*** Opening The records ***

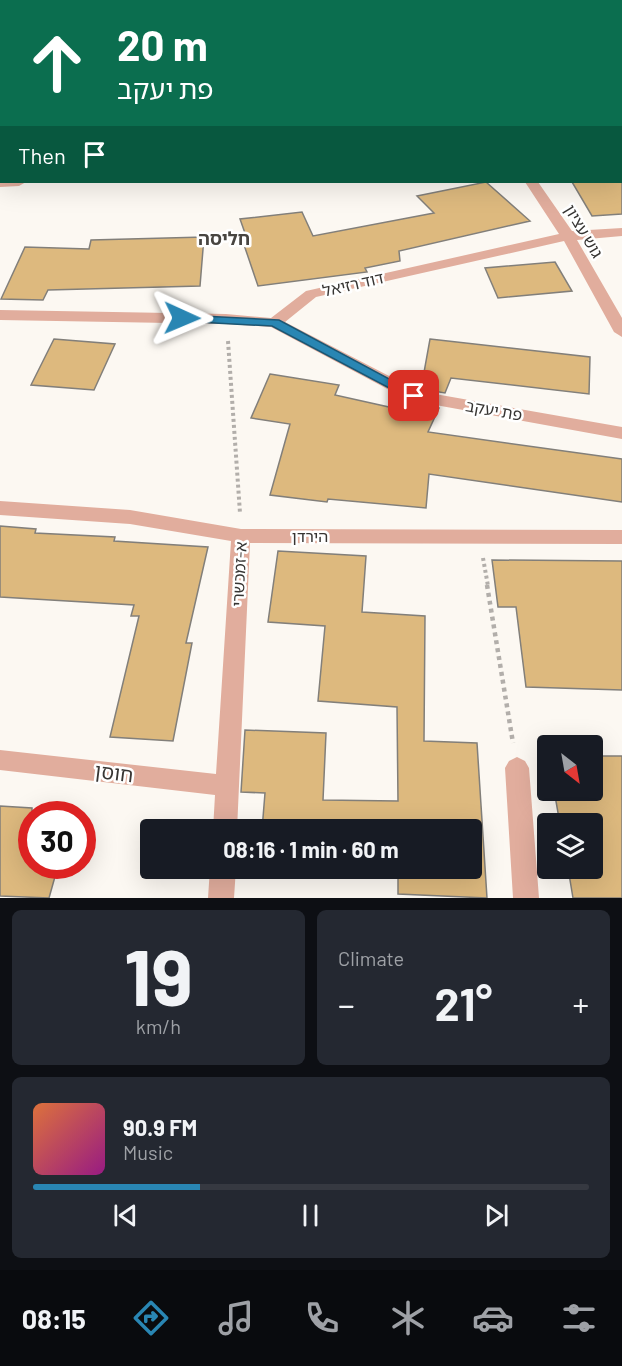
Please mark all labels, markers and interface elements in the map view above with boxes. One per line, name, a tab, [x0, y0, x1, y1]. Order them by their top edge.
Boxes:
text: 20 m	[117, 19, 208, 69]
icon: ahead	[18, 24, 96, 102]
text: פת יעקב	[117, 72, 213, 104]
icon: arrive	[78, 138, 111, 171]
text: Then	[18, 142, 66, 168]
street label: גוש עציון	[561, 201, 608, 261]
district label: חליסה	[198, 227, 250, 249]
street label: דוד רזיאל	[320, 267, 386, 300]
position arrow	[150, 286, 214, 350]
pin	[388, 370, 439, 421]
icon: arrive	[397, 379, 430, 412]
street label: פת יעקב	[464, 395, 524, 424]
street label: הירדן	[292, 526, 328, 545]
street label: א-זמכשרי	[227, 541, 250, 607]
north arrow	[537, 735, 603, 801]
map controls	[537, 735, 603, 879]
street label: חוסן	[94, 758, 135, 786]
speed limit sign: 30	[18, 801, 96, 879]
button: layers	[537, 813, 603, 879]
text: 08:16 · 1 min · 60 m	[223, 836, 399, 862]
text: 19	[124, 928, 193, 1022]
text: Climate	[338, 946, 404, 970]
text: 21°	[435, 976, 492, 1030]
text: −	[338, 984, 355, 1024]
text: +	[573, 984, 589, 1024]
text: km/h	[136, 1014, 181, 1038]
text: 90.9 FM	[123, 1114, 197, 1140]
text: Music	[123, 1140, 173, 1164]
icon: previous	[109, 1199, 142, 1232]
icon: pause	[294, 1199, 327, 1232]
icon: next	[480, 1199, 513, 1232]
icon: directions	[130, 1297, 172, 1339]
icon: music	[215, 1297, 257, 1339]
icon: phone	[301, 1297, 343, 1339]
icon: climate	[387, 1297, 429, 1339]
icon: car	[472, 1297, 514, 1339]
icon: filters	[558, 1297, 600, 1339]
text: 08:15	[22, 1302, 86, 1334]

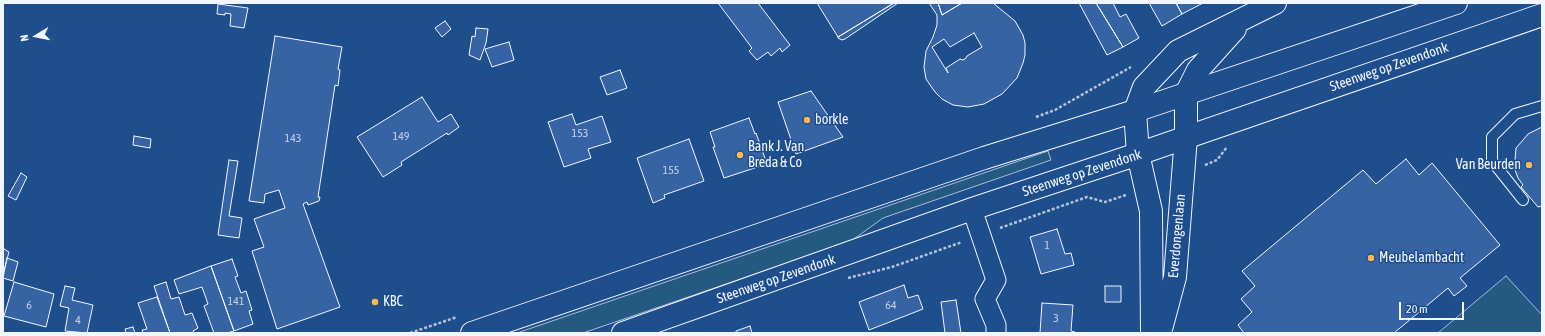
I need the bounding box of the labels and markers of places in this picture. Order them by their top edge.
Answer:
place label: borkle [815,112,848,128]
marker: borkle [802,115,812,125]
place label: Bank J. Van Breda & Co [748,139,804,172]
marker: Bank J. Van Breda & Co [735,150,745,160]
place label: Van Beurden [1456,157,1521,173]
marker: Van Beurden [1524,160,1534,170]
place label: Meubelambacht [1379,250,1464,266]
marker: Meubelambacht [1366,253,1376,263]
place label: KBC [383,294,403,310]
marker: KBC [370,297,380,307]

*** Closing The records ***
*** Opening The records ***

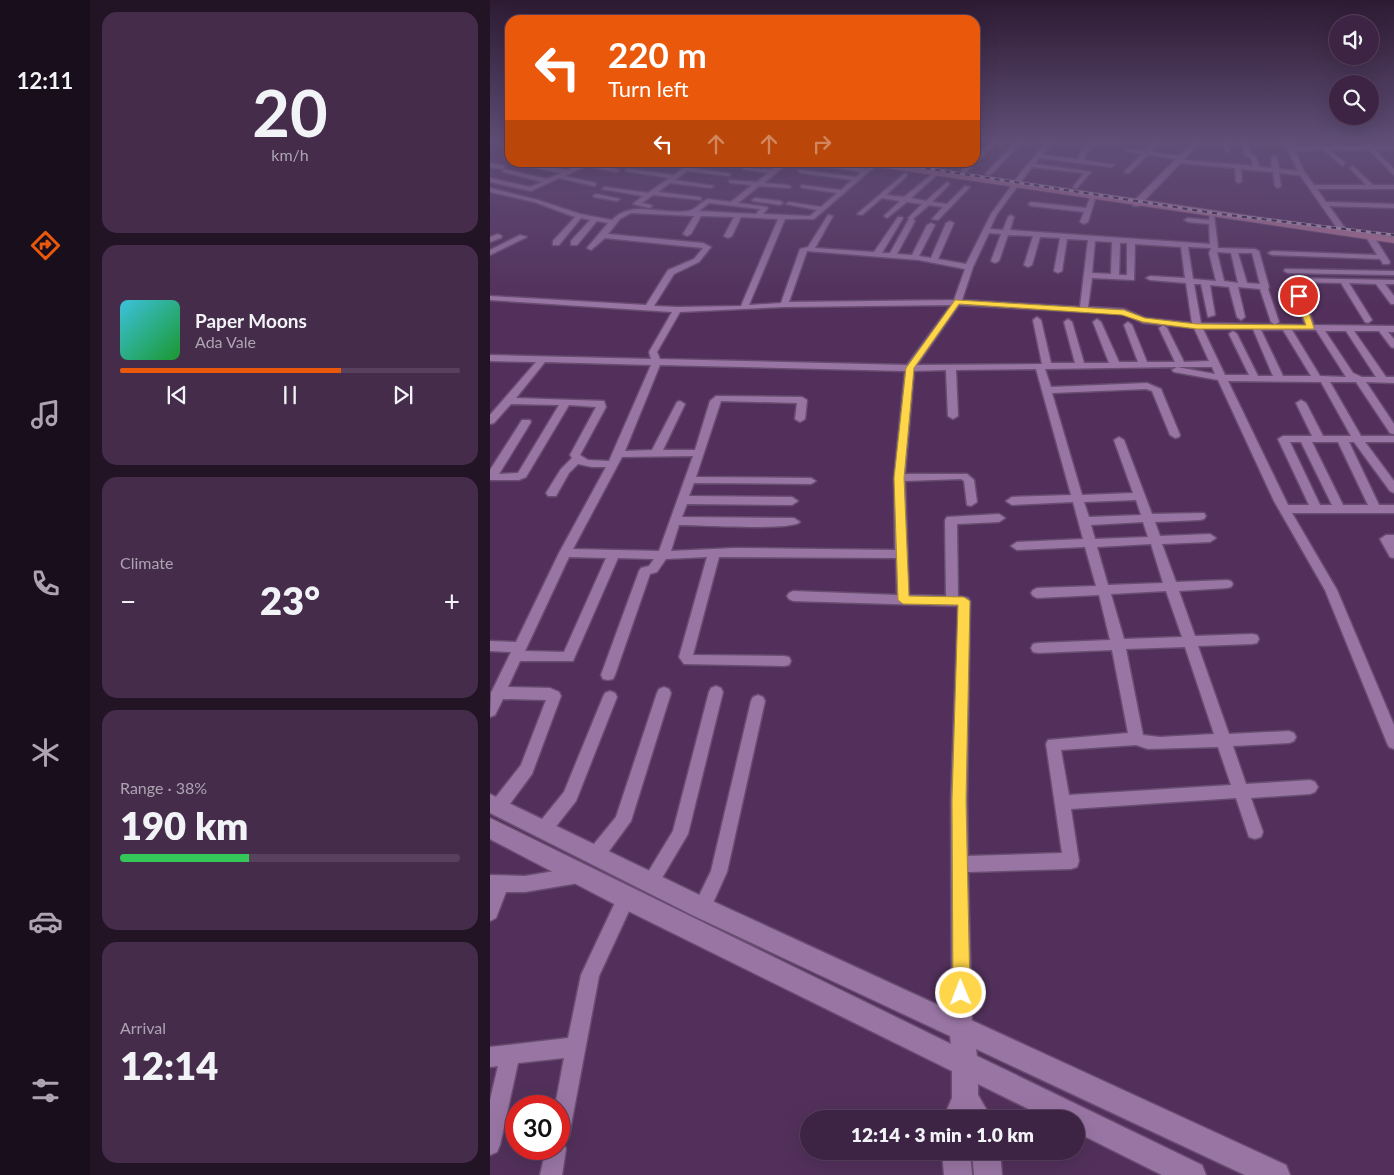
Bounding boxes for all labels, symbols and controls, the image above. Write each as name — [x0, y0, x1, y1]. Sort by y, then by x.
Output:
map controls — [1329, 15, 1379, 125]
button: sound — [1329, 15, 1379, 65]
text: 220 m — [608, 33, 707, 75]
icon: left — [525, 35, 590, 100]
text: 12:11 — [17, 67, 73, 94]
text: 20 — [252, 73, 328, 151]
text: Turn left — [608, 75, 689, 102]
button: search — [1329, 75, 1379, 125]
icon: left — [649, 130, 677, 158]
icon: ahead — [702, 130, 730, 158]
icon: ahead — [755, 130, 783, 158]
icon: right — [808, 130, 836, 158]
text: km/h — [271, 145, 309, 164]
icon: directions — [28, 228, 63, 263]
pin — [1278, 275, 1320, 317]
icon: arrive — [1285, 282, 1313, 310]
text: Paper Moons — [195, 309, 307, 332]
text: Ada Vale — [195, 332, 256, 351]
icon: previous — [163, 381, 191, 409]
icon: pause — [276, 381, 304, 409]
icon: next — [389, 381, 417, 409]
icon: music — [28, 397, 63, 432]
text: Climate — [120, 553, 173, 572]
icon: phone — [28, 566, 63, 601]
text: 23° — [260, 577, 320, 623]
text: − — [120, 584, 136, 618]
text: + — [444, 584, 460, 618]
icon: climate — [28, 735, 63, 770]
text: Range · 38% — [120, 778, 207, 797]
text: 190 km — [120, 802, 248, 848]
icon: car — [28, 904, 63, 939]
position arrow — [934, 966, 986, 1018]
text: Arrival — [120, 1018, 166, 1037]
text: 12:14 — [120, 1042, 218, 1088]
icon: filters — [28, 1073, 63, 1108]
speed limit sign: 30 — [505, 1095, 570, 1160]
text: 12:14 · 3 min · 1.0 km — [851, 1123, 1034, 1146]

*** Closing The records ***

■ Required action:
When the word "controls" turns up on a line of the material above, copy that line.

■ Expected answer:
map controls	[537, 735, 603, 879]
Bounding boxes for all labels, symbols and controls, the image above. Write each as name — [x0, y0, x1, y1]. Sort by y, then by x.
map controls — [1329, 15, 1379, 125]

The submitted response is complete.